- **Goal of the exercise**
Please find the lines in the following records that hold "filter", and copy them.

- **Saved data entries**
-- Opening Marker --
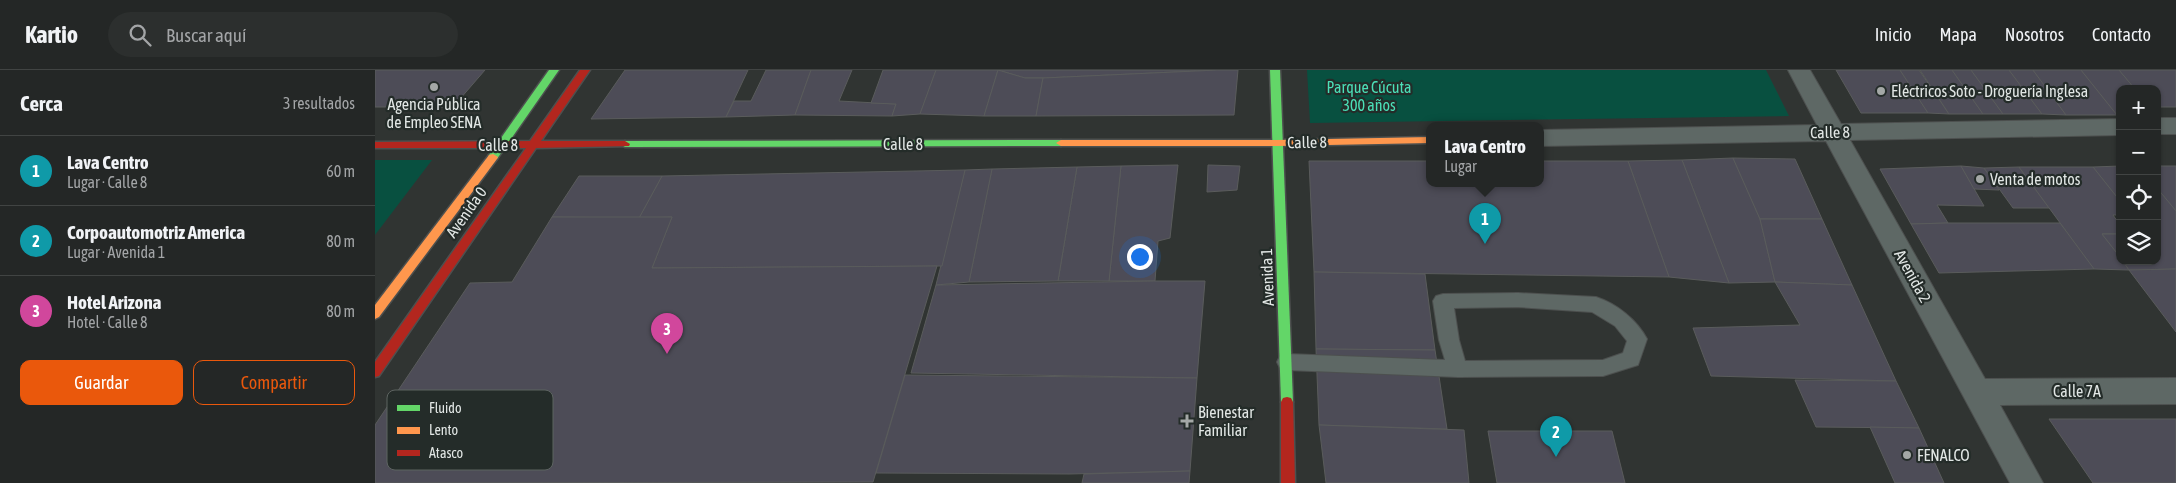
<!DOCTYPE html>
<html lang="es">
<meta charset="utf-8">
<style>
:root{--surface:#242726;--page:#2c2f2e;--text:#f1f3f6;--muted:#a3a5a7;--line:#414443;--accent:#ea580c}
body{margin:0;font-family:"Asap Condensed",sans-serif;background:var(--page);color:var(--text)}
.controls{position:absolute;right:15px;top:15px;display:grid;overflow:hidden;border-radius:10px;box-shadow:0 1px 4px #0004}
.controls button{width:45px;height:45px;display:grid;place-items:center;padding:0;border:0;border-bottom:1px solid var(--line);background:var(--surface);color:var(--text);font:25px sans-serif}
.you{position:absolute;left:764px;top:186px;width:18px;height:18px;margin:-12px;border:4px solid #fff;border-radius:50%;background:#1a73e8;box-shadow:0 0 0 8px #1a73e833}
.badge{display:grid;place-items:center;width:32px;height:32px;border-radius:50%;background:var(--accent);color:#fff;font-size:16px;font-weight:700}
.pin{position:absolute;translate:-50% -41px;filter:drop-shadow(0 1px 2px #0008)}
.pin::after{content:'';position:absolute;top:26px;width:18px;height:15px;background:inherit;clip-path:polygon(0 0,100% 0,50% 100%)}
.popup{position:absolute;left:1051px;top:52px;width:118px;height:65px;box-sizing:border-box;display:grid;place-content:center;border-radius:10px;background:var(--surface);filter:drop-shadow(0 1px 4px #0005);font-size:16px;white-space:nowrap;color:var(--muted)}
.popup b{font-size:19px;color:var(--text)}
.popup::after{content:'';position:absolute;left:50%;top:100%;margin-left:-10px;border:10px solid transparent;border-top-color:var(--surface)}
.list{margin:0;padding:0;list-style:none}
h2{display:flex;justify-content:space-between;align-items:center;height:65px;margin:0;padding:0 20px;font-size:21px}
h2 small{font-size:16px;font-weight:400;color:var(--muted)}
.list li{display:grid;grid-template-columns:32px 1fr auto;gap:15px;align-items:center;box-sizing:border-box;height:70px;padding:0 20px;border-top:1px solid var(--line)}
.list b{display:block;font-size:19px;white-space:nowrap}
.list p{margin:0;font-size:16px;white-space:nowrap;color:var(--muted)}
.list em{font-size:16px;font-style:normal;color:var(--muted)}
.actions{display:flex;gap:10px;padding:15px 20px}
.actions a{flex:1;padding:11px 0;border:1px solid var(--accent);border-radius:10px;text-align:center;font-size:18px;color:var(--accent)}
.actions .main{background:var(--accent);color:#fff}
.icon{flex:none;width:28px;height:28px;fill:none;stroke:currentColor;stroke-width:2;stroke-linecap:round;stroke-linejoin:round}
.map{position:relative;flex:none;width:1801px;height:413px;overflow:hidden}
header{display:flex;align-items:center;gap:30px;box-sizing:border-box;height:70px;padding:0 25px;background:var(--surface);border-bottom:1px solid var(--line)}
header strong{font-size:24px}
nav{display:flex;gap:28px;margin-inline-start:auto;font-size:18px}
.search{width:350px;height:45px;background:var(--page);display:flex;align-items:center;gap:12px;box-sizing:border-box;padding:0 18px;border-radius:28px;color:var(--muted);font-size:19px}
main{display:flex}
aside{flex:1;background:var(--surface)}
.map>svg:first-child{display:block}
</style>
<header>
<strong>Kartio</strong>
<div class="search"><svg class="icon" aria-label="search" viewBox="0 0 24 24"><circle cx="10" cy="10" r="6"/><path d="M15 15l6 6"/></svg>Buscar aquí</div>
<nav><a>Inicio</a><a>Mapa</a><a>Nosotros</a><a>Contacto</a></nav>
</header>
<main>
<aside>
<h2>Cerca<small>3 resultados</small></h2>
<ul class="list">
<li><span class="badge" style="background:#0f9aa8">1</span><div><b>Lava Centro</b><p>Lugar · Calle 8</p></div><em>60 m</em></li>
<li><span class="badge" style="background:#0f9aa8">2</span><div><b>Corpoautomotriz America</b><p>Lugar · Avenida 1</p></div><em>80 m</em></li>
<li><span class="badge" style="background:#d1479c">3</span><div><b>Hotel Arizona</b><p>Hotel · Calle 8</p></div><em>80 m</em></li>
</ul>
<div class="actions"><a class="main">Guardar</a><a>Compartir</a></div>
</aside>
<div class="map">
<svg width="1801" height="413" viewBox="0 0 1801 413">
<rect width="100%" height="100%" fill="#303432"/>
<g fill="#085040">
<polygon points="932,0 1391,0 1414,46 935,53"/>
<polygon points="0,90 57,90 0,165"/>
</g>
<g fill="#4d4c57" stroke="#5a5c5c">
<polygon points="0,0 110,0 78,37 0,37"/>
<polygon points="250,0 373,0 351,47 216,49"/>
<polygon points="391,0 436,0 420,45 351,47 359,31 376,31"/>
<polygon points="436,0 477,0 464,31 521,34 517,46 420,45"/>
<polygon points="508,0 561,0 545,44 517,46 521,34 496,33"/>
<polygon points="561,0 623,0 609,46 545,44"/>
<polygon points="623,0 843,0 668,8 650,8"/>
<polygon points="623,0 650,8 668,8 661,46 609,46"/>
<polygon points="843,0 863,0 859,45 661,46 668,8"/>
<polygon points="1461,0 1525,0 1553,43 1486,43"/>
<polygon points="1525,0 1544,0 1574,44 1553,43"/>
<polygon points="1545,0 1577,0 1608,44 1574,44"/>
<polygon points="1577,0 1596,0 1628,44 1608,44"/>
<polygon points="1596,0 1634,0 1667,44 1628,44"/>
<polygon points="1634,0 1658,0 1691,45 1667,44"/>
<polygon points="1658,0 1706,0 1742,45 1691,45"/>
<polygon points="1706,0 1744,0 1760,19 1745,19 1745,45 1742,45"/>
<polygon points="1744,0 1801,0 1801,37 1782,37 1782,19 1760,19"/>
<polygon points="1358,88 1385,149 1400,212 1354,213 1307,90"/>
<polygon points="1358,88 1420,89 1447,149 1385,149"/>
<polygon points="1307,90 1354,213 1294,207 1253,91"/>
<polygon points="934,91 1055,91 1055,113 1165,113 1165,91 1253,91 1294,207 939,202"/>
<polygon points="803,95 795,168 783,171 780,211 734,211 746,96"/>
<polygon points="833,95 865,96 862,120 832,122"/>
<polygon points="746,96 734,211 683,211 702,97"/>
<polygon points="1586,96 1609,136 1562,135 1573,153 1536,154 1505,99"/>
<polygon points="1586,96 1609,98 1624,120 1599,119"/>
<polygon points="1745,96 1745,131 1718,97"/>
<polygon points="1782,96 1801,96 1801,141 1782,118"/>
<polygon points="702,97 683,211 594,212 617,99"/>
<polygon points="1644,97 1674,138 1638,138 1609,98"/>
<polygon points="1644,97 1718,97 1745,131 1745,145 1738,145 1745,155 1745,164 1727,164 1745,187 1745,191 1748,191 1754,200 1719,199"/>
<polygon points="617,99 594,212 561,215 590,100"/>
<polygon points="590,100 567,196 277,198 297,147 264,148 287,106"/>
<polygon points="204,106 287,106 264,148 177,147"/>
<polygon points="1782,118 1801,141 1801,199 1754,200 1748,191 1782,191"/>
<polygon points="177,147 297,147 277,198 562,196 498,412 0,413 0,355 95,213 137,212"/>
<polygon points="1385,149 1447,149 1477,215 1400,212"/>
<polygon points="1573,153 1685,153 1719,199 1564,203 1536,154"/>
<polygon points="1727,164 1745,164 1745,187"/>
<polygon points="1801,199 1801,262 1754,200"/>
<polygon points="939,202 1050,204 1060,280 941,279"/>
<polygon points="780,211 830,211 822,308 536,303 561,215"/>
<polygon points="1400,212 1477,215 1521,311 1336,306 1318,258 1425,255"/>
<polygon points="941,279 1060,280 1072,359 944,355"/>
<polygon points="530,305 822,308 815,401 694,404 501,403"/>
<polygon points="1420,310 1521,311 1544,358 1441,357"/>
<polygon points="1674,349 1801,349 1801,413 1718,413"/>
<polygon points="944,355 1089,360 1094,413 951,413"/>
<polygon points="1495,357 1544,358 1569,413 1520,413"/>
<polygon points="1113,361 1237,361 1250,413 1122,413"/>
<polygon points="815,401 814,413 707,413 709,404"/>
</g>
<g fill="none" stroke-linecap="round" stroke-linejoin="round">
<defs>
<path id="lane" d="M1143,223L1221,227C1242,234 1262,250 1272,269L1263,295L1228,306L1083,307L912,300L905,298L902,292L905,286L912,284L1070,290L1064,270L1058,231L1061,226L1068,224ZM1143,237L1217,242L1240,256L1252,271L1248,283L1228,290L1090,291L1084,270L1079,238Z"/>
<g id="street">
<polygon points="1413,0 1435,0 1466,54 1745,49 1745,65 1475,70 1610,309 1801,308 1801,334 1625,335 1668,413 1635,413 1451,71 1165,76 1165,60 1442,55"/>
<rect x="1782" y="48" width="19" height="16"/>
</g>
<g id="fast">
<polygon points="174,0 184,0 122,89 114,89 113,87 114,85"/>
<polygon points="895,0 905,0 918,332 916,336 912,337 908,336 906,332"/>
<polygon points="686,70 691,73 686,76 250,77 245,74 250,71"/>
</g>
<g id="slow">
<polygon points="1055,67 1055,73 902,76 686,76 681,73 686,70 902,70"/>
<polygon points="118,84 123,87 122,89 4,247 0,249 0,235 114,85"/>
</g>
<g id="jam">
<polygon points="205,0 215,0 166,71 250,71 255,74 254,76 161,78 4,306 0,307 0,292 151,78 0,78 0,72 155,71"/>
<polygon points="912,327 916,328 918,332 920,413 906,413 906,332 908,328"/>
</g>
</defs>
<use href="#lane" stroke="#4d504f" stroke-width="2"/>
<use href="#street" stroke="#4d504f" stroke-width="2"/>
<use href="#fast" stroke="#4d504f" stroke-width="3"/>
<use href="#slow" stroke="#4d504f" stroke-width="3"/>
<use href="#jam" stroke="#4d504f" stroke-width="3"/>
<use href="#lane" fill="#5e6865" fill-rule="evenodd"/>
<use href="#street" fill="#5e6865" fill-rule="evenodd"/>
<use href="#fast" fill="#63d668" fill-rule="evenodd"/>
<use href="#slow" fill="#ff974d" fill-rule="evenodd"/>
<use href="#jam" fill="#b3261e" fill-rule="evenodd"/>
</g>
<g fill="#a4a8a6" stroke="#242c29" stroke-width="2">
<circle cx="59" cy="17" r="5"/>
<circle cx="1506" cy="21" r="5"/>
<circle cx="1605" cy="109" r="5"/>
<path d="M809.5 343.5h5v5h5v5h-5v5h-5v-5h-5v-5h5z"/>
<circle cx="1532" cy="385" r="5"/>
</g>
<g text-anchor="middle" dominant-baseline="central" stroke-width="4.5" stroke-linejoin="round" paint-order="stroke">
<g font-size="16" fill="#4be0b8" stroke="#242c29">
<text x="994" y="17">Parque Cúcuta<tspan x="994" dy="18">300 años</tspan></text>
</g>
<g font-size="16" fill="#e2e7e5" stroke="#242c29" text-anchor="start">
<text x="1516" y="21">Eléctricos Soto - Droguería Inglesa</text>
<text x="59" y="34" text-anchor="middle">Agencia Pública<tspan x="59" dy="18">de Empleo SENA</tspan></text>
<text x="1615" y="109">Venta de motos</text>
<text x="823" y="342">Bienestar<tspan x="823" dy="18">Familiar</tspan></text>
<text x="1542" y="385">FENALCO</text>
</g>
<g font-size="16" fill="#e2e7e5" stroke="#242c29">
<text transform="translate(1455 62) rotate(-1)">Calle 8</text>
<text transform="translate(932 72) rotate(-1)">Calle 8</text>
<text x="528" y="74">Calle 8</text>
<text x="123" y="75">Calle 8</text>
<text transform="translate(91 142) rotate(-55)">Avenida 0</text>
<text transform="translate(1538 206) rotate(61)">Avenida 2</text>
<text transform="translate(892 207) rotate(-92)">Avenida 1</text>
<text x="1702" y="321">Calle 7A</text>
</g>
</g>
<rect x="12" y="320" width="166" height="80" rx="8" fill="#242c29" stroke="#5d6461" stroke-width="1"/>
<rect x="22" y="335" width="23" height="6" fill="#63d668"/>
<rect x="22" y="357" width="23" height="7" fill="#ff974d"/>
<rect x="22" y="380" width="23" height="6" fill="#b3261e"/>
<g font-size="14" fill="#e2e7e5">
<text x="54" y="343">Fluido</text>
<text x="54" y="365">Lento</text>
<text x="54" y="388">Atasco</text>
</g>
</svg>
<div class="controls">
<button>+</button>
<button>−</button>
<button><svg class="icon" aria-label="locate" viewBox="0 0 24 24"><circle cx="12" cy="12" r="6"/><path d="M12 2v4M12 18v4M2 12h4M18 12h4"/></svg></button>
<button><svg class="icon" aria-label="layers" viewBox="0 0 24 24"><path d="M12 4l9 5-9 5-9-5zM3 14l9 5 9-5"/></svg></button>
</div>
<div class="you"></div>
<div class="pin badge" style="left:1110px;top:174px;background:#0f9aa8">1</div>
<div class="popup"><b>Lava Centro</b>Lugar</div>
<div class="pin badge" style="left:1181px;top:387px;background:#0f9aa8">2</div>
<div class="pin badge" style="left:292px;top:284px;background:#d1479c">3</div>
</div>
</main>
-- Closing Marker --
- **Exercise output**
.pin{position:absolute;translate:-50% -41px;filter:drop-shadow(0 1px 2px #0008)}
.popup{position:absolute;left:1051px;top:52px;width:118px;height:65px;box-sizing:border-box;display:grid;place-content:center;border-radius:10px;background:var(--surface);filter:drop-shadow(0 1px 4px #0005);font-size:16px;white-space:nowrap;color:var(--muted)}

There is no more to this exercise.